[Problem] With the pictures excluded, retype the records that follow exactly.

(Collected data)
::::

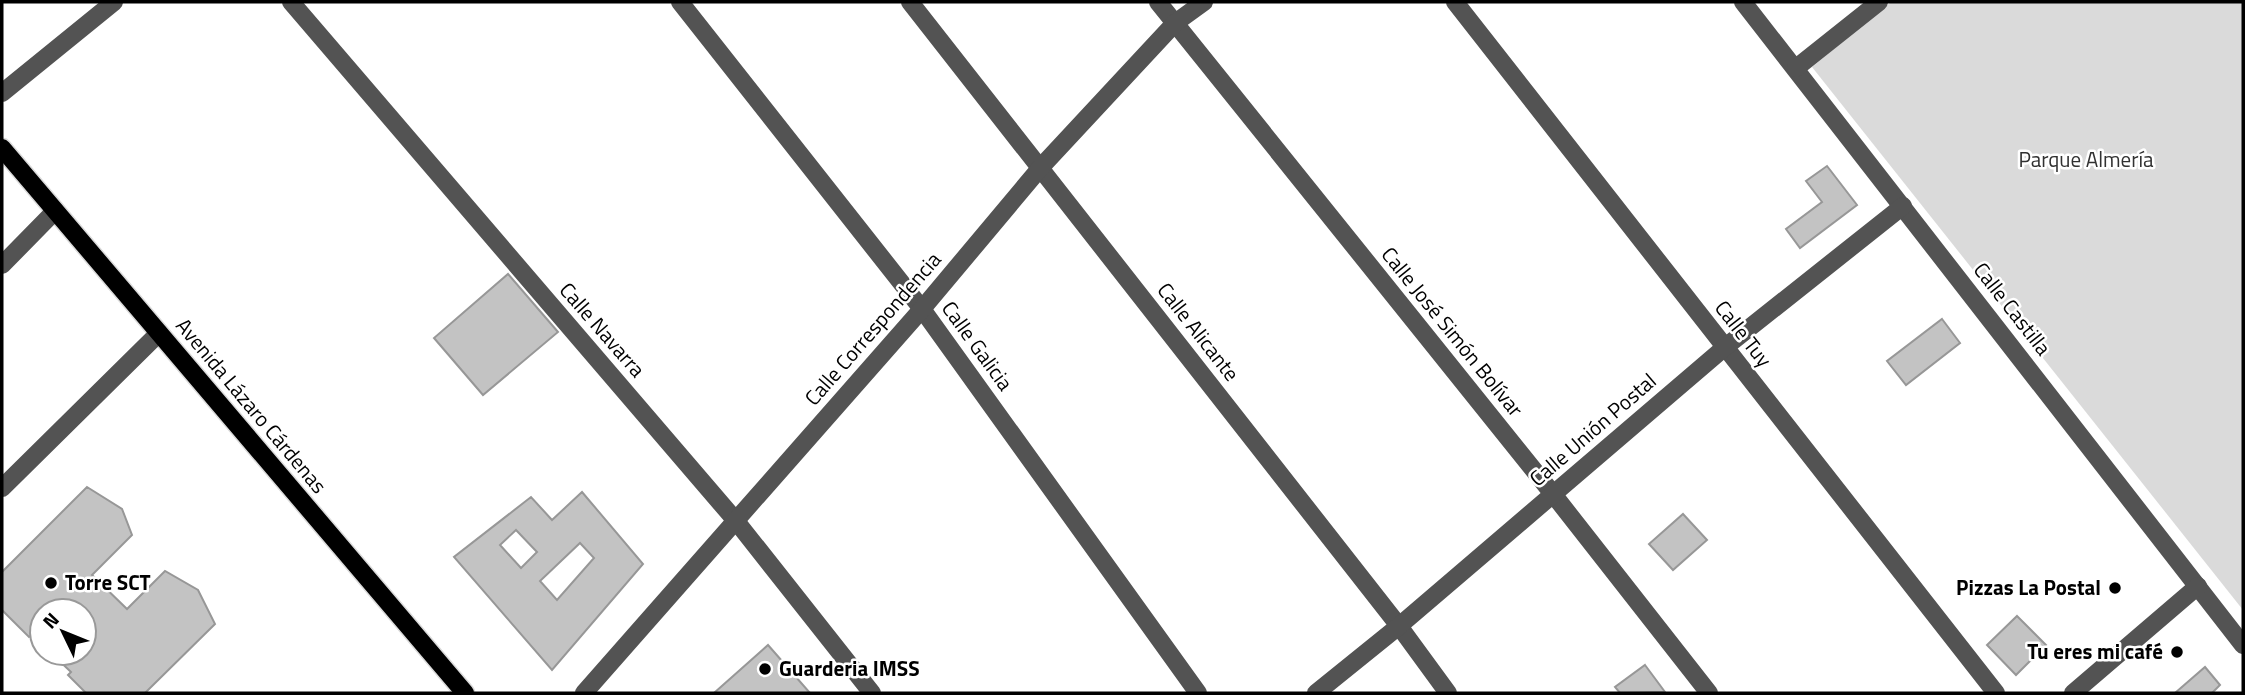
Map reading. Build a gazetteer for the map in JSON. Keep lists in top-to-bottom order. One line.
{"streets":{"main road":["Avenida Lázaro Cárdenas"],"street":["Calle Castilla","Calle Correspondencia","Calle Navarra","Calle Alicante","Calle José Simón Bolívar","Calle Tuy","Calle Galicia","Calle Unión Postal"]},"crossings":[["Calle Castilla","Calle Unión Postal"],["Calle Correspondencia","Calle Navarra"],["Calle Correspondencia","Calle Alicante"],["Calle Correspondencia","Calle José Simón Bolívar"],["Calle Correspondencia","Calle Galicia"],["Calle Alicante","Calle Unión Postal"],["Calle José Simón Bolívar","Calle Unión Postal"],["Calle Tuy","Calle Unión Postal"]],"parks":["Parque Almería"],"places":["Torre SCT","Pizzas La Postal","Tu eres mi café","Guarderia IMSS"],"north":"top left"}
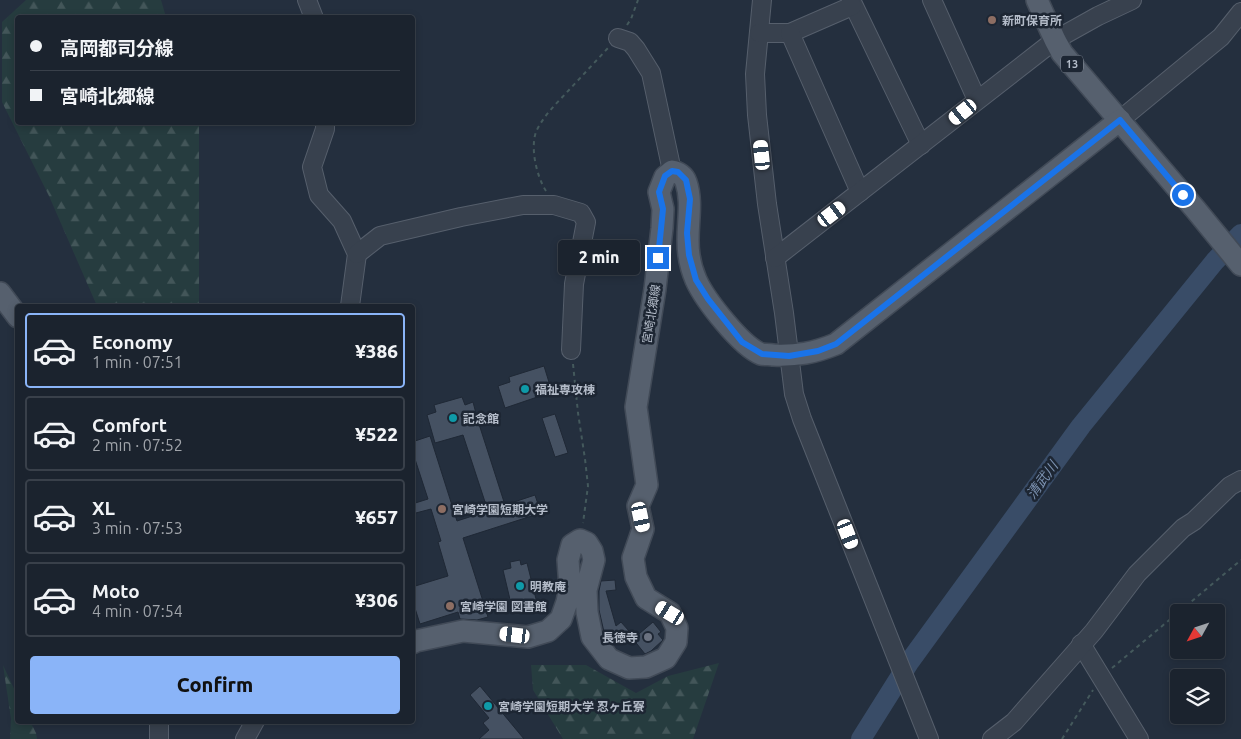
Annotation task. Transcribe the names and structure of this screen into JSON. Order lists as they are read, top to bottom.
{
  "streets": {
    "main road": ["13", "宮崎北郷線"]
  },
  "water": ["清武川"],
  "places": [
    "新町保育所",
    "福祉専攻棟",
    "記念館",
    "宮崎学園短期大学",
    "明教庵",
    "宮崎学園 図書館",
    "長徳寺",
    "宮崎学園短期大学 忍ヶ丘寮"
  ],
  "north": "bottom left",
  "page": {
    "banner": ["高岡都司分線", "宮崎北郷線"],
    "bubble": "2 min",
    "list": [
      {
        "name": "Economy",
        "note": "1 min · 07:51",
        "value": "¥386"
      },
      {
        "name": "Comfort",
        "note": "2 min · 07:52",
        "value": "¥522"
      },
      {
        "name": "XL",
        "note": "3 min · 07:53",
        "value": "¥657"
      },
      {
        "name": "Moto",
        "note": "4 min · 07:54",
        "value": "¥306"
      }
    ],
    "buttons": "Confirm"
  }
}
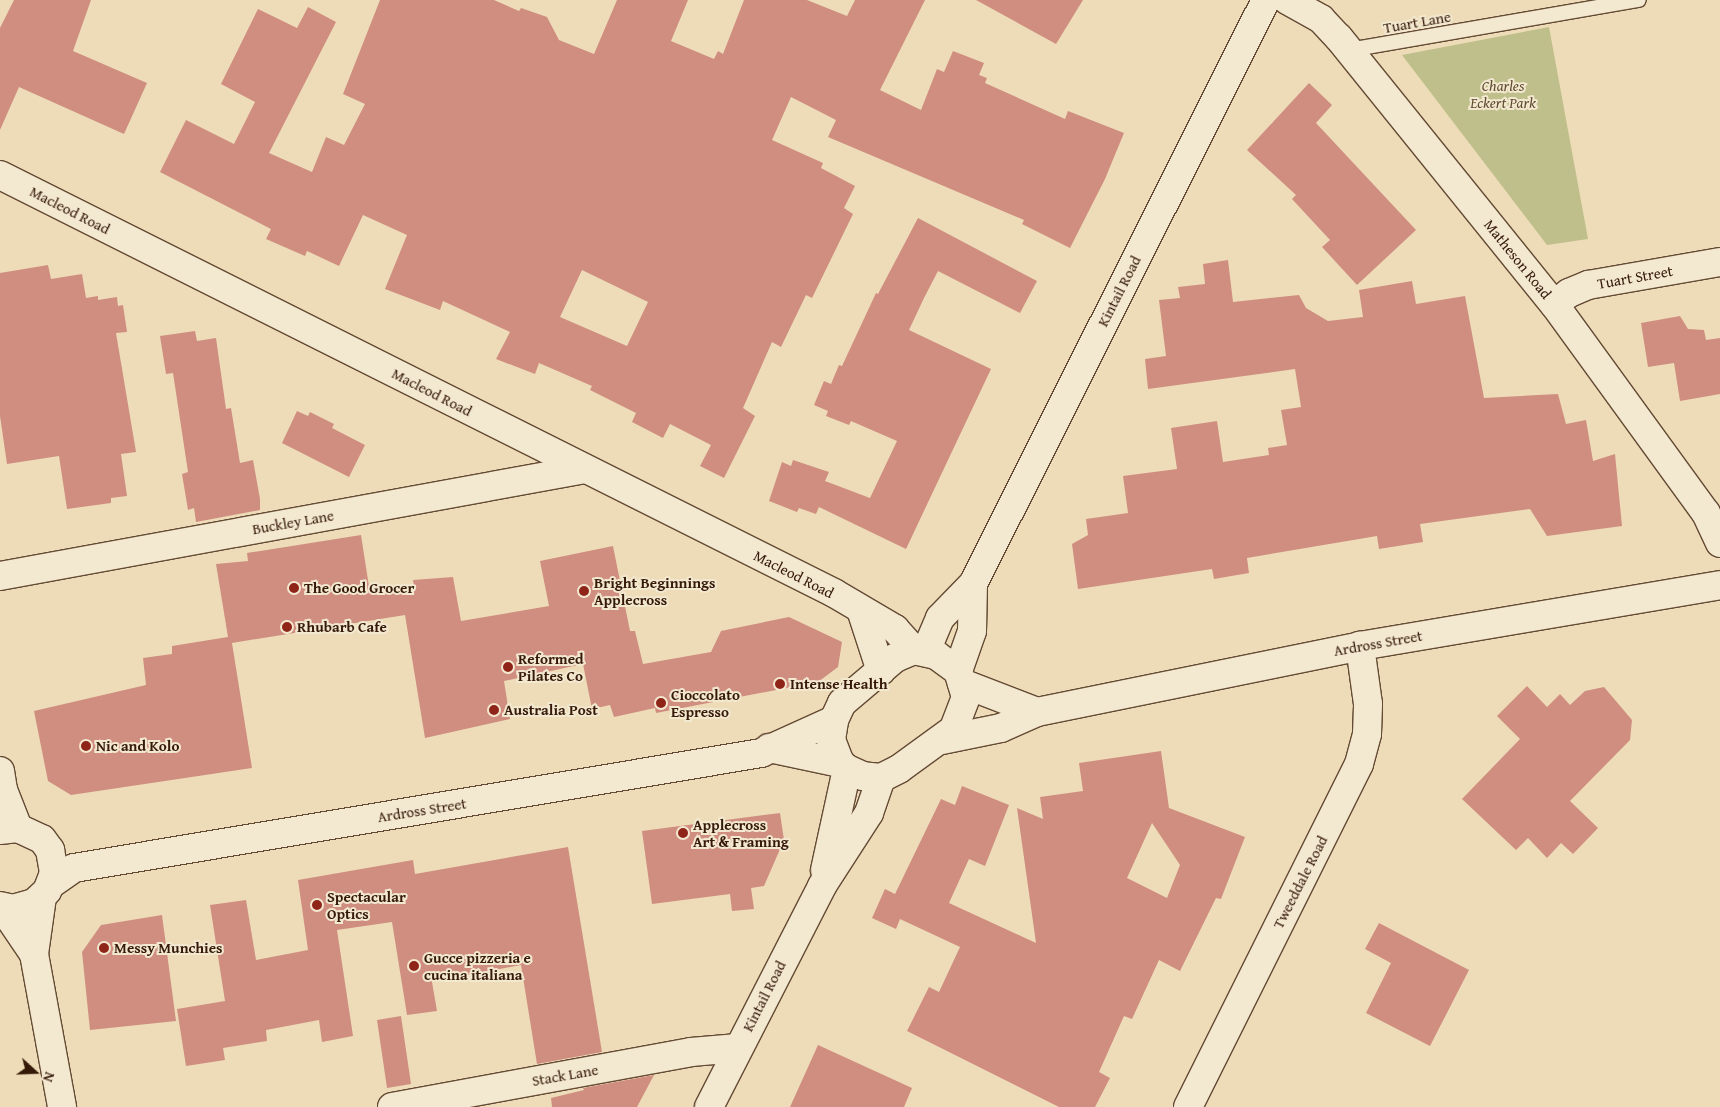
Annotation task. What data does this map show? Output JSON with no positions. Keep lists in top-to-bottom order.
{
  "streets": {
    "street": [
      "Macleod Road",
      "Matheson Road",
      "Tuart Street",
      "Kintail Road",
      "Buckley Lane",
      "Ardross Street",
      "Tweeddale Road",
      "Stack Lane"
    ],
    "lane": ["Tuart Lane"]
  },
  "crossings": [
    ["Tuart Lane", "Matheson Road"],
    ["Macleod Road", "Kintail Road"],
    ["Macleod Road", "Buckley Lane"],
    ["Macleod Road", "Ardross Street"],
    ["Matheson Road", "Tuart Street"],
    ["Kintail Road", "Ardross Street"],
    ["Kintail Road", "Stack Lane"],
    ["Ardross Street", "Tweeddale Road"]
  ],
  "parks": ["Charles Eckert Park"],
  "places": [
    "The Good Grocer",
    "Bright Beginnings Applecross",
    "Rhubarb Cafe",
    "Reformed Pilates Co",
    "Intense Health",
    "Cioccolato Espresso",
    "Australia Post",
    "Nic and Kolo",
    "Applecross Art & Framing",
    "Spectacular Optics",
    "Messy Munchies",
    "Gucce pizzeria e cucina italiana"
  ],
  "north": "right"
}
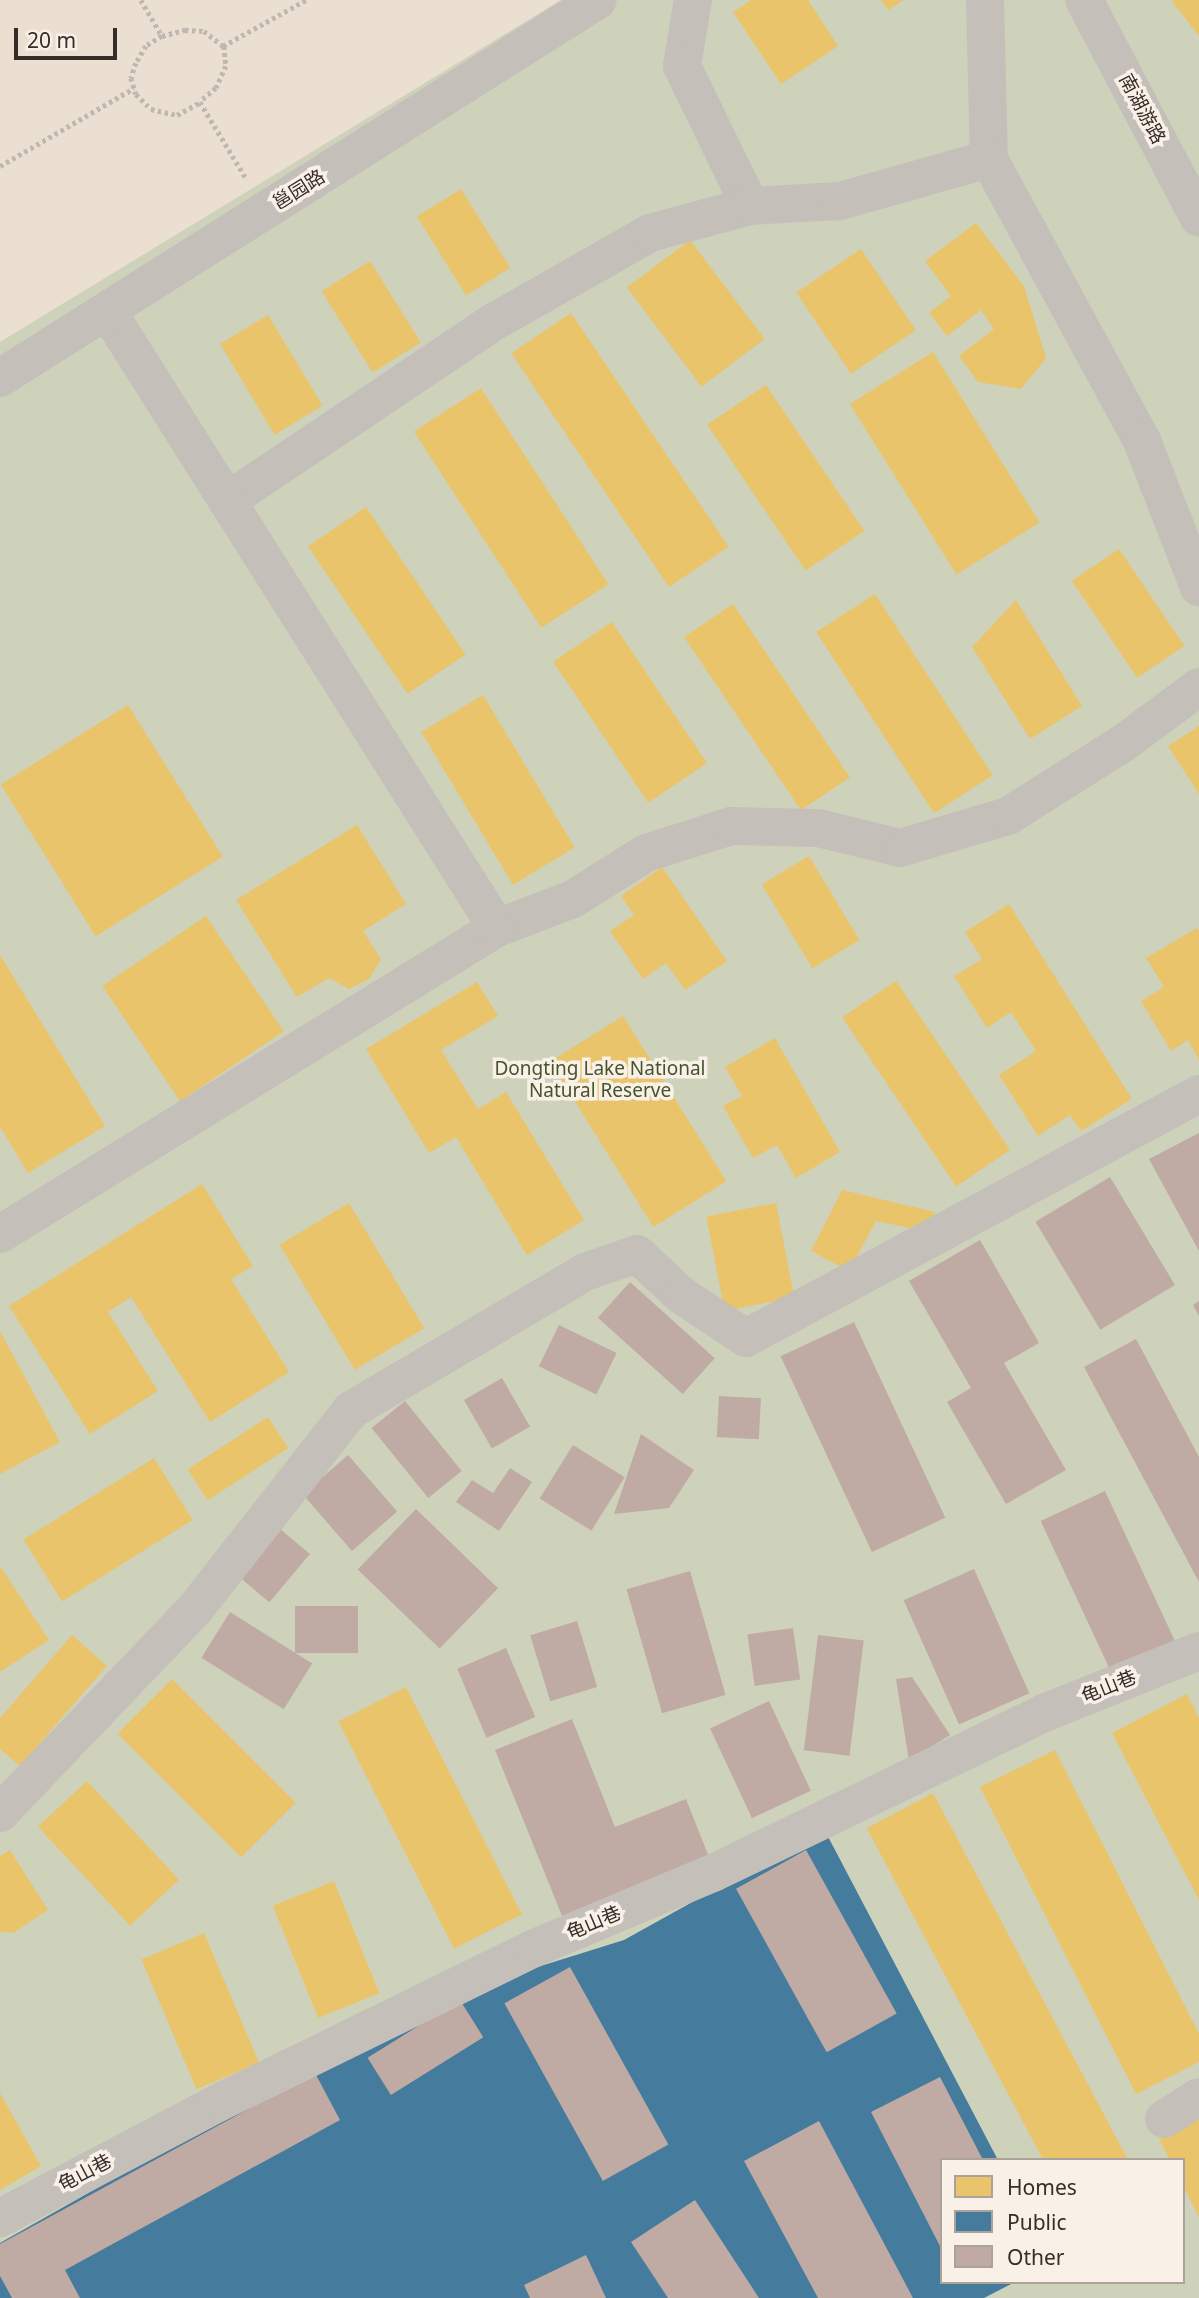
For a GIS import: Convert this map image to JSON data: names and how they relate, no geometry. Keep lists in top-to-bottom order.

::::

[Expected answer]
Map reading. Build a gazetteer for the map in JSON. Keep lists in top-to-bottom order. One line.
{"streets":{"main road":["Avenida Lázaro Cárdenas"],"street":["Calle Castilla","Calle Correspondencia","Calle Navarra","Calle Alicante","Calle José Simón Bolívar","Calle Tuy","Calle Galicia","Calle Unión Postal"]},"crossings":[["Calle Castilla","Calle Unión Postal"],["Calle Correspondencia","Calle Navarra"],["Calle Correspondencia","Calle Alicante"],["Calle Correspondencia","Calle José Simón Bolívar"],["Calle Correspondencia","Calle Galicia"],["Calle Alicante","Calle Unión Postal"],["Calle José Simón Bolívar","Calle Unión Postal"],["Calle Tuy","Calle Unión Postal"]],"parks":["Parque Almería"],"places":["Torre SCT","Pizzas La Postal","Tu eres mi café","Guarderia IMSS"],"north":"top left"}
Annotation task. Transcribe the names and structure of this screen into JSON. Order lists as they are read, top to bottom.
{
  "streets": {
    "main road": ["13", "宮崎北郷線"]
  },
  "water": ["清武川"],
  "places": [
    "新町保育所",
    "福祉専攻棟",
    "記念館",
    "宮崎学園短期大学",
    "明教庵",
    "宮崎学園 図書館",
    "長徳寺",
    "宮崎学園短期大学 忍ヶ丘寮"
  ],
  "north": "bottom left",
  "page": {
    "banner": ["高岡都司分線", "宮崎北郷線"],
    "bubble": "2 min",
    "list": [
      {
        "name": "Economy",
        "note": "1 min · 07:51",
        "value": "¥386"
      },
      {
        "name": "Comfort",
        "note": "2 min · 07:52",
        "value": "¥522"
      },
      {
        "name": "XL",
        "note": "3 min · 07:53",
        "value": "¥657"
      },
      {
        "name": "Moto",
        "note": "4 min · 07:54",
        "value": "¥306"
      }
    ],
    "buttons": "Confirm"
  }
}
Annotation task. What data does this map show? Output JSON with no positions. Keep lists in top-to-bottom order.
{
  "streets": {
    "street": [
      "Macleod Road",
      "Matheson Road",
      "Tuart Street",
      "Kintail Road",
      "Buckley Lane",
      "Ardross Street",
      "Tweeddale Road",
      "Stack Lane"
    ],
    "lane": ["Tuart Lane"]
  },
  "crossings": [
    ["Tuart Lane", "Matheson Road"],
    ["Macleod Road", "Kintail Road"],
    ["Macleod Road", "Buckley Lane"],
    ["Macleod Road", "Ardross Street"],
    ["Matheson Road", "Tuart Street"],
    ["Kintail Road", "Ardross Street"],
    ["Kintail Road", "Stack Lane"],
    ["Ardross Street", "Tweeddale Road"]
  ],
  "parks": ["Charles Eckert Park"],
  "places": [
    "The Good Grocer",
    "Bright Beginnings Applecross",
    "Rhubarb Cafe",
    "Reformed Pilates Co",
    "Intense Health",
    "Cioccolato Espresso",
    "Australia Post",
    "Nic and Kolo",
    "Applecross Art & Framing",
    "Spectacular Optics",
    "Messy Munchies",
    "Gucce pizzeria e cucina italiana"
  ],
  "north": "right"
}
For a GIS import: Convert this map image to JSON data: names and how they relate, no geometry. Keep lists in top-to-bottom order.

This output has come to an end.